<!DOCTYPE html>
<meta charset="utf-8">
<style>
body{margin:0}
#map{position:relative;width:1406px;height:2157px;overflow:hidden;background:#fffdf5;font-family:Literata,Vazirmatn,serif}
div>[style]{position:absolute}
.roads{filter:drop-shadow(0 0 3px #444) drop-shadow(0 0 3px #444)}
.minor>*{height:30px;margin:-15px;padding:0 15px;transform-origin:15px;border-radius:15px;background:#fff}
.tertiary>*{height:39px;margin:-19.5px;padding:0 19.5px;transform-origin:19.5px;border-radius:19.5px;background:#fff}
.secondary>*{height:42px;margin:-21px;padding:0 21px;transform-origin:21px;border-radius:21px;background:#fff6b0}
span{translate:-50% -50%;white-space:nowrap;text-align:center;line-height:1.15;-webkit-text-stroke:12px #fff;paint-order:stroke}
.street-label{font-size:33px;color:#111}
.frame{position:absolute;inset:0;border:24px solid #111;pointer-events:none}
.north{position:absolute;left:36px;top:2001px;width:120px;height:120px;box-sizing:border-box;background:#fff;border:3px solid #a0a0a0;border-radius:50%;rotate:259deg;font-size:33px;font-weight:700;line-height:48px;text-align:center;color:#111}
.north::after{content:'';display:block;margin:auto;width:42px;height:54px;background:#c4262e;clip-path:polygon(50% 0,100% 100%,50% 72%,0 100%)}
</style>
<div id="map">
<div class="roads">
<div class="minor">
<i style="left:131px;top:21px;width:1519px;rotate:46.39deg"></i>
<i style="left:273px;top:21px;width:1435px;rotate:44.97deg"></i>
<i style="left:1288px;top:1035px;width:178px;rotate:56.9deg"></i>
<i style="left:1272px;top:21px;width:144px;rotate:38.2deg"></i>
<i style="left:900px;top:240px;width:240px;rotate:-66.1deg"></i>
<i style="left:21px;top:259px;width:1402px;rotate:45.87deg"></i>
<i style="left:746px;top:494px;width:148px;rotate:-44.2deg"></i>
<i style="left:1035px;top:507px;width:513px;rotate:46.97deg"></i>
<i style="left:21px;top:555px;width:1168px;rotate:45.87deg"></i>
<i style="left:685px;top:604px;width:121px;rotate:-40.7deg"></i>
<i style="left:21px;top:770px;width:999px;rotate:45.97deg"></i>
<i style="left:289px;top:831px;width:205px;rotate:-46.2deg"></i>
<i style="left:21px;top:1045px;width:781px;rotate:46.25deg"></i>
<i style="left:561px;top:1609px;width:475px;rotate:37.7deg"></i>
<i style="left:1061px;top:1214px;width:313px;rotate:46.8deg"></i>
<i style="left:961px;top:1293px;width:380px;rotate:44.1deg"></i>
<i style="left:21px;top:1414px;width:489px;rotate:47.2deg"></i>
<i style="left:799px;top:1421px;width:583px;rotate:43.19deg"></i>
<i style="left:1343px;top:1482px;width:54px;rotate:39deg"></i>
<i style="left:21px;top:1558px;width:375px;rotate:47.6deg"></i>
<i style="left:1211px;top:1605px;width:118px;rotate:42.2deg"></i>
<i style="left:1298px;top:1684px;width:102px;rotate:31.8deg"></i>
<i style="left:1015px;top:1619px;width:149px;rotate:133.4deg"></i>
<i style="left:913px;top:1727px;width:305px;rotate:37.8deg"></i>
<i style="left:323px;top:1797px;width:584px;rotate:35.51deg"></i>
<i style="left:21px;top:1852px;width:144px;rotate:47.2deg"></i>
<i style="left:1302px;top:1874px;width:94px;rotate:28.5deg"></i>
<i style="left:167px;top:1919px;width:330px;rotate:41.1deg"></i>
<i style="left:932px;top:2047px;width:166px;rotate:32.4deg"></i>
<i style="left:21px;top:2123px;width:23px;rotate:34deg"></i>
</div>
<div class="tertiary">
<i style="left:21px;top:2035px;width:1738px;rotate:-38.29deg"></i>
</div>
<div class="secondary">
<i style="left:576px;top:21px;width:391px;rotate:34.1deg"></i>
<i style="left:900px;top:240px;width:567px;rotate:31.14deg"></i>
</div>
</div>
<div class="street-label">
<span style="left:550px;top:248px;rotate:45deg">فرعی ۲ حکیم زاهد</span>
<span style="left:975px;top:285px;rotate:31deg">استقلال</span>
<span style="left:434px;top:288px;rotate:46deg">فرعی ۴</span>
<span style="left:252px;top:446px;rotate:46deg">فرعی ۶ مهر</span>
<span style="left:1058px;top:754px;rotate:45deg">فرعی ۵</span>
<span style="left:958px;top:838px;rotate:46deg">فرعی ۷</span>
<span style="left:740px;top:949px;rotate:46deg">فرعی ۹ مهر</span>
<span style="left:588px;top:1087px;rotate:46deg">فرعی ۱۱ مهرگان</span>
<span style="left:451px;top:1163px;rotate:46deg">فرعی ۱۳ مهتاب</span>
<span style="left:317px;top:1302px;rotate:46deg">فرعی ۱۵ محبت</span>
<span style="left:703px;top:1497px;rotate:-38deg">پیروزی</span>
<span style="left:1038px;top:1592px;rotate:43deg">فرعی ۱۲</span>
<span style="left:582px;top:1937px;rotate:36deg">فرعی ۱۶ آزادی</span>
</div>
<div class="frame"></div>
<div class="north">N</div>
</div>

========================

_Exercise goal_
All lines from the beginning of the material above through the one with "3px #444) drop-shadow(0" need to be returned exactly; please return those and only those.

_Answer box_
<!DOCTYPE html>
<meta charset="utf-8">
<style>
body{margin:0}
#map{position:relative;width:1406px;height:2157px;overflow:hidden;background:#fffdf5;font-family:Literata,Vazirmatn,serif}
div>[style]{position:absolute}
.roads{filter:drop-shadow(0 0 3px #444) drop-shadow(0 0 3px #444)}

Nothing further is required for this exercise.